We live in an ever-growing digital culture that requires us to remain “plugged in” at all hours of the day and night. There is no denying our prevailing attachment to our cell phones, our incessant need to check our social media pages, and our relentless desire to stay tuned in to the popular culture trends of our society. While these patterns of American culture are neither good nor bad, it is most certainly necessary to take a critical look into how these tendencies are influencing the youth of today. It’s not a difficult task to look around and see individuals of all ages buried in their cell phones or spending time in front of a computer screen. Although these patterns have progressively intensified over the past decade as we dive more deeply into a technological society, our human need to step away from distractions and turn to nature is not new.
In the early 1900s, a pioneer and trailblazing woman named Elizabeth Ford Holt observed the rapidly developing American industrial society and decided that she needed to create a place for boys to go to escape the claustrophobic urban hubs and spend time learning the lessons of nature.
Fast-forward 112 years and Camp Mowglis of Hebron, NH still places the same values on outdoor and experiential learning. As a “School of the Open,” Camp Mowglis fosters a sense of environmental responsibility, respect for our natural world, and an appreciation of simplified “unplugged” living. The benefits of youth putting aside technological attachments have been proven over and over again. At Camp Mowglis, we could not support this idea more.

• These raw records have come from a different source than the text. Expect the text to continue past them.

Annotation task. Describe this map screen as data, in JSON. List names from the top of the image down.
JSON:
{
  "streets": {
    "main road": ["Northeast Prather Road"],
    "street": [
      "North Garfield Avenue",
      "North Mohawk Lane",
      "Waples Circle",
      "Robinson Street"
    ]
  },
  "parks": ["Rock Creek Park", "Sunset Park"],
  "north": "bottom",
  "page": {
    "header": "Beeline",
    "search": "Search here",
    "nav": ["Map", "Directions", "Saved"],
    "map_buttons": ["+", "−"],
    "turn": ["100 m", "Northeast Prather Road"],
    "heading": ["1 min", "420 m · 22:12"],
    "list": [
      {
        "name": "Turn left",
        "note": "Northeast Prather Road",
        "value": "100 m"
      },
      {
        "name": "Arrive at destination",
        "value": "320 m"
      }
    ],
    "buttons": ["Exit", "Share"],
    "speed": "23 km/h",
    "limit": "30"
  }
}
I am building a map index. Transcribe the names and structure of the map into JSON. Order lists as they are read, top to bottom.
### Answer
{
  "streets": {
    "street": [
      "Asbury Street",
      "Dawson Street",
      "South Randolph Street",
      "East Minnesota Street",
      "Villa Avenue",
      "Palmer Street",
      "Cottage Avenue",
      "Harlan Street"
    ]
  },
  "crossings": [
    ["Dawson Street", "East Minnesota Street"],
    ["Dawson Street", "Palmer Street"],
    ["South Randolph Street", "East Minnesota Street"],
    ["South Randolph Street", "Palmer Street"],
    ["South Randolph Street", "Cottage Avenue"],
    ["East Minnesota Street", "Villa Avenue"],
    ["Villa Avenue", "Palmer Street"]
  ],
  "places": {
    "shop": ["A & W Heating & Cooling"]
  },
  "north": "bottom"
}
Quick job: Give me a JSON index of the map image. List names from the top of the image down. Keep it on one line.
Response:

Boys set aside their cell phones, iPads, and computers for 7 weeks and instead turn to the unique activities offered at Camp Mowglis such as archery, woodworking or riflery.
Instead of turning on the television, boys find ways to entertain themselves by initiating a game of cards, basketball knock-out, or tetherball.
Rather than sitting inside at night playing a video game, boys are upholding the decades-long tradition of sitting around a crackling campfire under the pines of New Hampshire listening to a staff member read Rudyard Kipling’s Jungle Book or talk about a passion.
To top it all off, turning off the technology and focusing on the simpler Camp Mowglis lifestyle is hard to resist when you have refreshing Newfound Lake waiting for you to enjoy every day.
We are very luck at Camp Mowglis to have the opportunity to embrace traditional, authentic, “unplugged” fun.
Happy Camping, and as we say at Mowglis: Good Hunting!